訳あってペンネームで推しごとするヲタクの恋のススメ方

悟房 勢

第1話 ラスボス戦観戦


空いっぱいに渦巻く雷雲に放電が始まった。溜まりに溜まった電気エネルギーが強烈な閃光を放つ。次の瞬間、雷雲のいたるところから無数のいかづちが地上に向けて落とされた。


もう、すでに始まっている。もしかして、最終局面かもしれない。


城壁の内からでは天を見上げるばかりで何もわからない。ここまで来て何も見られないなら死んだほうがましです。


私は城壁を駆け上がりました。小型の悪魔グレムリンがいなごの大群のごとくこっちに向かって押し寄せていた。


「誰が上がってきていいと言った、女! 邪魔だ! すぐ消えろ!」


辺境の城アースリーを守る兵士でした。ズラリと並んで臨戦態勢に入ってた。


ここに居続けるにはこの人たちに私の力を見せつける以外ありません。私はマジックアローを放ちました。それも、さみだれバージョンです。


遠く、二十体ほど撃ち落としました。兵士が驚いているのをいいことに城壁の下の皆に呼びかけました。


「上がって来て。モンスターがやって来る。力を貸して」


皆、城壁を上がって来ました。二百人近くが城壁を守る兵士と一緒に並ぶ。そして、それぞれがグレムリンの大群に向けて魔法を放ちました。悪魔たちは次から次へと落ちて行く。


でも、数にものをいわせるグレムリンたちは動じていません。突っ込んで来て、城に飛来する。


兵士たちは弓や剣を使い戦っていました。私たちもそれぞれの能力を使いグレムリンを落としていきます。
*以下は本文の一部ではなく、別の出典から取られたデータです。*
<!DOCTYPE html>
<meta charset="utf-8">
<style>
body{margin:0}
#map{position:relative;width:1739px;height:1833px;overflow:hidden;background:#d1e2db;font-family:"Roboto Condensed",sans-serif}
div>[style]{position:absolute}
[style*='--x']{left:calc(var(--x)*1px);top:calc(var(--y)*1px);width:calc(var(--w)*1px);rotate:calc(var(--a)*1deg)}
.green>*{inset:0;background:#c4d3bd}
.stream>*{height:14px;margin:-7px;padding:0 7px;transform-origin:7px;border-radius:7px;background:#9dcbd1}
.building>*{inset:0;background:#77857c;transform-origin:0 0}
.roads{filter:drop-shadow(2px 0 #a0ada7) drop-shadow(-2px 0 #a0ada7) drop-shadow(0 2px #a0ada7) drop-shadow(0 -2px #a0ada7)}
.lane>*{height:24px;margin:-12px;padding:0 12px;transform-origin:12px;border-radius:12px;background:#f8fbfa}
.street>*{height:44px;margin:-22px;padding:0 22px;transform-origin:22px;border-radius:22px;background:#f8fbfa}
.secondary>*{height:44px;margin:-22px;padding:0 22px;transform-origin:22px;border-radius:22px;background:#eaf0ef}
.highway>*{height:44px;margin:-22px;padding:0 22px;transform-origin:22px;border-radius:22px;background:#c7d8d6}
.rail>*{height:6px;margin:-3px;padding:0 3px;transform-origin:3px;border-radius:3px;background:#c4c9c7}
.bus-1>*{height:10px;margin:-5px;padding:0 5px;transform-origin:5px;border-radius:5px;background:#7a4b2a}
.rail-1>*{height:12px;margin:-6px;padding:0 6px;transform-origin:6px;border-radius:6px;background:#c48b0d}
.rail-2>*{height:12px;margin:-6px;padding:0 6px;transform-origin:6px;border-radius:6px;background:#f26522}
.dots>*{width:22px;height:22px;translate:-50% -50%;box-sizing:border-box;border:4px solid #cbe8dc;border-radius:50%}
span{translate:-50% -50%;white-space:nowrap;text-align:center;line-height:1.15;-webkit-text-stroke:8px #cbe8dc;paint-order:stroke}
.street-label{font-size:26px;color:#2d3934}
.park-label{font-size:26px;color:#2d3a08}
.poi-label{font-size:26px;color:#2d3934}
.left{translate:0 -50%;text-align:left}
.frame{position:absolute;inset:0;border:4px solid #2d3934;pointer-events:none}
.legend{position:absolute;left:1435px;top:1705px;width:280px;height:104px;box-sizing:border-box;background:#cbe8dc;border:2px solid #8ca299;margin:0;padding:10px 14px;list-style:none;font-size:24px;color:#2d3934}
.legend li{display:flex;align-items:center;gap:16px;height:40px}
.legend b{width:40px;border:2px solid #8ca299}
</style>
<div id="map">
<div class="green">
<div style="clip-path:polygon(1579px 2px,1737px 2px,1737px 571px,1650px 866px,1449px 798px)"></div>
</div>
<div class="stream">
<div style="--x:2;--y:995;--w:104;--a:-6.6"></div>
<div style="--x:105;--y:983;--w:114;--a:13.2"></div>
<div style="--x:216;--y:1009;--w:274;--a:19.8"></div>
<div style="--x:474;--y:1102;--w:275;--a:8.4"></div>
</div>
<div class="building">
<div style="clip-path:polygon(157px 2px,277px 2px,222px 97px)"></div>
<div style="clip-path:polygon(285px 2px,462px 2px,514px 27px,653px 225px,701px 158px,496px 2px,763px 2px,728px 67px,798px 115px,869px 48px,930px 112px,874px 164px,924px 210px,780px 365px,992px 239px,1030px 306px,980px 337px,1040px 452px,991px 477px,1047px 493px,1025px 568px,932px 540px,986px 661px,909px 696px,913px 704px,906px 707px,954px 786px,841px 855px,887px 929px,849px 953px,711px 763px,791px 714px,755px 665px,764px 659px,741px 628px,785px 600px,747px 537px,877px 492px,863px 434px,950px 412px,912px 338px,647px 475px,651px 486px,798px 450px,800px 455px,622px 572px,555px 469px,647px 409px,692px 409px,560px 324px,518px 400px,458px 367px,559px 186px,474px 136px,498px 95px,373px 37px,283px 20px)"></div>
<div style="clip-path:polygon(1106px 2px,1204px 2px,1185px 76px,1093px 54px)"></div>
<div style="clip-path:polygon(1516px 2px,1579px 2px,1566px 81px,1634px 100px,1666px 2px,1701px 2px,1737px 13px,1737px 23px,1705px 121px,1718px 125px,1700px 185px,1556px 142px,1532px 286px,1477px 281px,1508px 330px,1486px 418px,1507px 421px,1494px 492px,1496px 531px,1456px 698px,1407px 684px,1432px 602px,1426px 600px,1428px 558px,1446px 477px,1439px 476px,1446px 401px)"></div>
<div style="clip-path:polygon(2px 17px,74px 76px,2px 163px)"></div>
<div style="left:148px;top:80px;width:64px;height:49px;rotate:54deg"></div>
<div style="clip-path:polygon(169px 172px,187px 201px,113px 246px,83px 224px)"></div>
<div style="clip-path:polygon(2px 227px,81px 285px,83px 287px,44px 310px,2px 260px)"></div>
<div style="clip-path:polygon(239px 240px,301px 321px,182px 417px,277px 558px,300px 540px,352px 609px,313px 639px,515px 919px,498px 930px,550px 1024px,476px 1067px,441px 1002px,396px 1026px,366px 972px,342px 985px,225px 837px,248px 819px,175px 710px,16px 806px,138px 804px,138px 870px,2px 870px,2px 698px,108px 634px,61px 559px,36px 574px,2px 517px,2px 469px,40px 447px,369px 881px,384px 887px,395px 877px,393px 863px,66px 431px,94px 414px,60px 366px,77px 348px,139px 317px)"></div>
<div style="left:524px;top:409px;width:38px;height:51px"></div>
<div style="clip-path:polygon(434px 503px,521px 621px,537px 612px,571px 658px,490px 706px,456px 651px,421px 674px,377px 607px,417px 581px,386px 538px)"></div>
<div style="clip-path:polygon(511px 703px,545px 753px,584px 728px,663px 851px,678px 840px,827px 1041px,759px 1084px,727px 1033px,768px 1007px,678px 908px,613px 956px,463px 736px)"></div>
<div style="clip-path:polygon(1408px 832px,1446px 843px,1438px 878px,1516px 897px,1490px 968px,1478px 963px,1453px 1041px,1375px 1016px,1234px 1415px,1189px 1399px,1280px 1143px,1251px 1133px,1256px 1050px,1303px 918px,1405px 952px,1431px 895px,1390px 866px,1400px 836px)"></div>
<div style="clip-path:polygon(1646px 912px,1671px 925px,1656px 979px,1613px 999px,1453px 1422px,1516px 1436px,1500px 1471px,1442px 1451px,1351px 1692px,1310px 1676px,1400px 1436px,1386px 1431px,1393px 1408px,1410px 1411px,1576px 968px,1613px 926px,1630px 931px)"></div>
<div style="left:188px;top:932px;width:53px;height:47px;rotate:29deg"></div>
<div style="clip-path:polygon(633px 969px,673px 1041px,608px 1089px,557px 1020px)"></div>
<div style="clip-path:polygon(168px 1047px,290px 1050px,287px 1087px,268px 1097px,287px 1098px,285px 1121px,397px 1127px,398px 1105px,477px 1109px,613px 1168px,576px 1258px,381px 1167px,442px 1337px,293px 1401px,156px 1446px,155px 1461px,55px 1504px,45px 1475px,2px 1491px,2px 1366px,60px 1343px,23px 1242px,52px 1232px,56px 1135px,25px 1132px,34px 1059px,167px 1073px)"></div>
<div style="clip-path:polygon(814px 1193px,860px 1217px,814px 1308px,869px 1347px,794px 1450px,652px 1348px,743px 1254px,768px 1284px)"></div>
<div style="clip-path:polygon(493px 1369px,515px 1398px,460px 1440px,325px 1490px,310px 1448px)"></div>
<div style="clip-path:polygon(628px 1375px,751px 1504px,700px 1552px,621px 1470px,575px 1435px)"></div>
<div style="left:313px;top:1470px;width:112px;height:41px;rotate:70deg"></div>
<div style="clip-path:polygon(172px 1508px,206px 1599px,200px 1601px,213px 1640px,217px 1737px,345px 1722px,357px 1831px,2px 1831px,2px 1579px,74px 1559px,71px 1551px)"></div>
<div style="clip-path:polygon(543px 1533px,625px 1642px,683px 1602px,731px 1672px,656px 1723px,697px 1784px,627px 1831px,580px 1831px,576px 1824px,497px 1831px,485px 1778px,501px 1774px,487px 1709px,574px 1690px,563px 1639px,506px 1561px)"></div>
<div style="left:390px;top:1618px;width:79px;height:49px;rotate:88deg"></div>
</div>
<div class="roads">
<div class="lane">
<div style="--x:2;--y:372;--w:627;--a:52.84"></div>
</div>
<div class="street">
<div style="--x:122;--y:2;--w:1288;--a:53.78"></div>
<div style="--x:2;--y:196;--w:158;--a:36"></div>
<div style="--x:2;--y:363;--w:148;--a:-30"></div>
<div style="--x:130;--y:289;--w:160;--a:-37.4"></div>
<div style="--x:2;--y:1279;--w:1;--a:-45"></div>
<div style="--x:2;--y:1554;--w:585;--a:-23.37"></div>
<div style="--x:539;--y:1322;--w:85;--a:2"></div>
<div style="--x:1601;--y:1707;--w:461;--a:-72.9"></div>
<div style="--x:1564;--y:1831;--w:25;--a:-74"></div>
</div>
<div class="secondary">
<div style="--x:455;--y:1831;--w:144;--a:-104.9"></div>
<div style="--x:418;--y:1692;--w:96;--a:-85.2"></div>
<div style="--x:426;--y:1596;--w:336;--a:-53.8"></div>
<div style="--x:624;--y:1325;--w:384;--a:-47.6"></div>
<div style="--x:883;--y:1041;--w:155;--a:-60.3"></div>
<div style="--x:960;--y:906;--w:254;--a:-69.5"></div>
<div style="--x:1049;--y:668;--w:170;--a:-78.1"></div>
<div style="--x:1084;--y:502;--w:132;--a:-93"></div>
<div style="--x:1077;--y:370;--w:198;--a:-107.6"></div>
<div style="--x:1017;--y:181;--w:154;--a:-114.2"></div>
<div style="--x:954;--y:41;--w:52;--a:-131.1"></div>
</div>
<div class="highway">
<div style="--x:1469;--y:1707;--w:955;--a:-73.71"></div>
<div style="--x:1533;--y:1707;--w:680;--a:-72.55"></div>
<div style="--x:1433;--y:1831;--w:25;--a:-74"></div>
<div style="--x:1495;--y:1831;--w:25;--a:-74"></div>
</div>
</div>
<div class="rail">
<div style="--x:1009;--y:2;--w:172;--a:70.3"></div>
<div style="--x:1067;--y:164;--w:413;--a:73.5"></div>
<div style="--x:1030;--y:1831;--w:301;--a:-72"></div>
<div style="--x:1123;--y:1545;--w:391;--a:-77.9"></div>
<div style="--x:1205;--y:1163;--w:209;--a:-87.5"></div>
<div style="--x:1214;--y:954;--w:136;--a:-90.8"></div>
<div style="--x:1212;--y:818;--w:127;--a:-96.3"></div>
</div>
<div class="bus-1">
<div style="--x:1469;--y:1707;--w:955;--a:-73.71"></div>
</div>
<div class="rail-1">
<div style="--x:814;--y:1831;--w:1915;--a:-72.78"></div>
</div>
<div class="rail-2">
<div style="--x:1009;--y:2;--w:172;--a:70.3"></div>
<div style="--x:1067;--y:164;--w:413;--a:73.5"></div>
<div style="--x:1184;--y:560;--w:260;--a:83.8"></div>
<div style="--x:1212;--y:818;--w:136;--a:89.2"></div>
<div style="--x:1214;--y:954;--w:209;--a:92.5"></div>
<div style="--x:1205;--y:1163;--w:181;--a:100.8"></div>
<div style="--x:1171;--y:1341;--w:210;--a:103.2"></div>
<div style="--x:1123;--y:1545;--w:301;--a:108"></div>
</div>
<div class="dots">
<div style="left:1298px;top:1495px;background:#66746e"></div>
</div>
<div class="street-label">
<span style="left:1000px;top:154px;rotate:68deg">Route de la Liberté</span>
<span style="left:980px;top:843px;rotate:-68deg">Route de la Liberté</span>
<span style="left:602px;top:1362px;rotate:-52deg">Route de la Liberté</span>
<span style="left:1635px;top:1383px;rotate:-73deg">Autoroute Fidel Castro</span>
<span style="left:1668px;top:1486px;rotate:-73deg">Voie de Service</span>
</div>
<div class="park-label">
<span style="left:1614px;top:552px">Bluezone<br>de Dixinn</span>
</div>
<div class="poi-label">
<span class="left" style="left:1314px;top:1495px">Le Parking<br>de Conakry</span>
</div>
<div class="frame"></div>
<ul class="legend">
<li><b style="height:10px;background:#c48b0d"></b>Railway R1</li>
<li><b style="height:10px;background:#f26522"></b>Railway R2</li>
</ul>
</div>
轟音とともに城が揺れました。城壁から覗くと遠く向こうから城に向かって地割れが走ってるのが見て取れた。かろうじて、地割れは城には届いていません。空を見上げれば遠く上空に城が浮いている。


あれが、魔王城。


そして、輝く光が一つ。その光に対峙するかのように魔王城が人型へと変形していき、砂塵を飛ばして地上に立つ。


あの光。……勇者アラン・レイフィールド。


城壁では兵士が騒いでた。ゴーレムが城壁をよじ登ってる。地割れからも次々とゴーレムが姿を現していた。


私はマジックアローを放つ。私のは他と違いました。一矢当てるごとに敵の防御力を二段階下げる。それだけではありません。弱体化に上限はなく、当てた分だけ敵の防御力を下げることが出来ました。


城壁の巡視路に顔を出したゴーレムに、私はマジックアローを三本当てました。こいつにはこれで十分。


「キャサリン!」


キャサリンは大柄な女性です。戦闘では常に自分にバイキルトを掛けています。両手で握ったこぶしを高々と振り上げるとゴーレムの脳天にそれを振り下ろしました。ゴーレムは粉砕され、ばらばらになって城壁を落ちて行く。


遠く向こう、空に輝く光は魔王城の周りを激しく飛び回っていました。魔王城は炎の玉を放ったり、体にある尖った岩を放ったりしています。


城の方は何体ものゴーレムが城壁をよじ登ってた。グレムリンも蠅のように五月蠅うるさく飛んでいる。私はゴーレムに向けて、次々にマジックアローを放つ。


魔王城はというと、その足元に大きな魔法陣が現れていました。それが輝いたかと思うと魔法の壁が魔王城を囲む。魔王城は崩れ落ちていきました。残ったのは宙に浮く、炎をまとった魔王だけ。


私たち二百人は息を飲んでその光景を魅入ってた。勇者アラン・レイフィールと魔王が決着とつけようとしていたのです。


そして、勝負は一瞬にして終わりました。光と炎が宙ですれ違ったと思うと炎がくうを落ちて行く。やがてそれが地表にぶつかると大きな衝撃音とともに衝撃波が地上を襲いました。


突風にあおられたゴーレムは砂になり、五月蠅く飛んでいたグレムリンは灰になって、風に消えて行きました。